Son père le salua d'un signe de tête sans en demander davantage. Il prit ensuite Laelie par le bras et ils entrèrent dans le Sanctuaire, déjà en grande partie rempli.

Le bâtiment gris était doté d'un gigantesque couloir menant vers un espace central circulaire. Malgré une apparence plutôt austère, l'emplacement de chaque colonne et chaque arche semblait avoir été minutieusement calculée.

Quand ils atteignirent enfin la pièce centrale, au milieu de laquelle se trouvait une estrade que le prêtre occuperait, le père de Laelie la dirigea vers une rangée de tapis. Un grand nombre de personnes étaient déjà installées, à genoux. Ils prirent place, et la jeune fille en profita pour inspecter de plus près la pièce. La voûte était ronde et les plafonds sculptés d’éléments naturels. Des lierres, des rivières et même des animaux couraient le long des murs. Les yeux de Laelie se posèrent ensuite sur la balustrade de l’étage du dessus. Un balcon donnait sur la plateforme et permettait d’observer la cérémonie sans se faire déranger. L’emplacement était strictement réservé à la famille royale.

Soudain, le monde se mit à tourner et elle eut du mal à respirer. L’air resta coincé dans sa gorge. Ne sentant plus ses jambes, Laelie fut reconnaissante d’être déjà à genoux ou elle se serait probablement écroulée. Elle Eutilisa ses mains pour rester droite, mais la migraine se mit à empirer. C’était comme recevoir des coups de marteau à l'intérieur du crâne. Haletante, elle mit sa main sur sa gorge pour se forcer à inspirer. Calmement. Inspirer. Expirer. Mais la situation ne s’arrangeait pas, quelque chose frappait contre sa poitrine. Elle se tourna vers son père, qui avait le regard fixé sur le prêtre qui venait de rentrer. Il lui jeta un coup d'oeil inquiet et murmura :

  • Est-ce que ça va ?

Laelie retira la main de son cou et hocha la tête. Elle n’allait pas interrompre la cérémonie. C’était un événement bien trop important. Et c’était la première fois où elle était autorisée à sortir. Si elle s’effondrait maintenant, elle prouverait à ses parents qu’ils avaient raison de la garder enfermée. Elle pouvait l’endurer. Le mal-être n’était que passager. La jeune fille n’était simplement pas habituée à voir tellement de personnes au même endroit. Oui, ça ne pouvait être que ça. Pas de soucis à se faire donc. Dans quelque minutes, elle allait s’y faire et tout irait pour le mieux.
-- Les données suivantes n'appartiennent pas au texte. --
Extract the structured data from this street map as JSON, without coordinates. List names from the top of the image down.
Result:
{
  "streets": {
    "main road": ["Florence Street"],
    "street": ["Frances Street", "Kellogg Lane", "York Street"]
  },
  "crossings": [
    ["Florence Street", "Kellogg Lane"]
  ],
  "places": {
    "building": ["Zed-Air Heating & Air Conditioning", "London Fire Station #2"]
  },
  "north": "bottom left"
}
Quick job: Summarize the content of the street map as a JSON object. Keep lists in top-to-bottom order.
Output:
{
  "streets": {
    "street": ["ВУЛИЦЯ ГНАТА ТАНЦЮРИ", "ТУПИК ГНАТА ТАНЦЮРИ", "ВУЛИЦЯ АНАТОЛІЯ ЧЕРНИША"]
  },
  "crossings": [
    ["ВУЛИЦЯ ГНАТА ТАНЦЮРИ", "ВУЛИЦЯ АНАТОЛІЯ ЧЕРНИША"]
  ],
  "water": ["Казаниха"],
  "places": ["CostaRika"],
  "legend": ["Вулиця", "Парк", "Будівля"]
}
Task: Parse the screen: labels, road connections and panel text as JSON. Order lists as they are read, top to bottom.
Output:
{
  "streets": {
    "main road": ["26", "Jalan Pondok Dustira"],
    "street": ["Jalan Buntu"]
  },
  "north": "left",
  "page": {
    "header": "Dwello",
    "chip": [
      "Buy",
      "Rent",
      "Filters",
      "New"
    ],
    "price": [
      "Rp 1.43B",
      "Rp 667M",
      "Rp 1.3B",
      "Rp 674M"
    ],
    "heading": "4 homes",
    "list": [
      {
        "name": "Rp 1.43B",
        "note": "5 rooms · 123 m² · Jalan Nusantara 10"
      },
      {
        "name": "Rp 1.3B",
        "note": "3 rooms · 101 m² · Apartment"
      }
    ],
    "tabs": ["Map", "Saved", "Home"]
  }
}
Le prêtre commença à parler et Laelie tenta de se concentrer sur sa voix, sur ses mots. La douleur s’arrêta un instant avant de reprendre. Un bourdonnement dans ses oreilles cette fois. Elle inclina la tête pour essayer de se soulager. Du coin de l’oeil, elle vit que le balcon était désormais occupé. La famille royale, qui ne comportait que le roi Reinhard, sa mère, nommée dame Ophélia et son fils Julian, était arrivée et elle ne l’avait même pas remarqué.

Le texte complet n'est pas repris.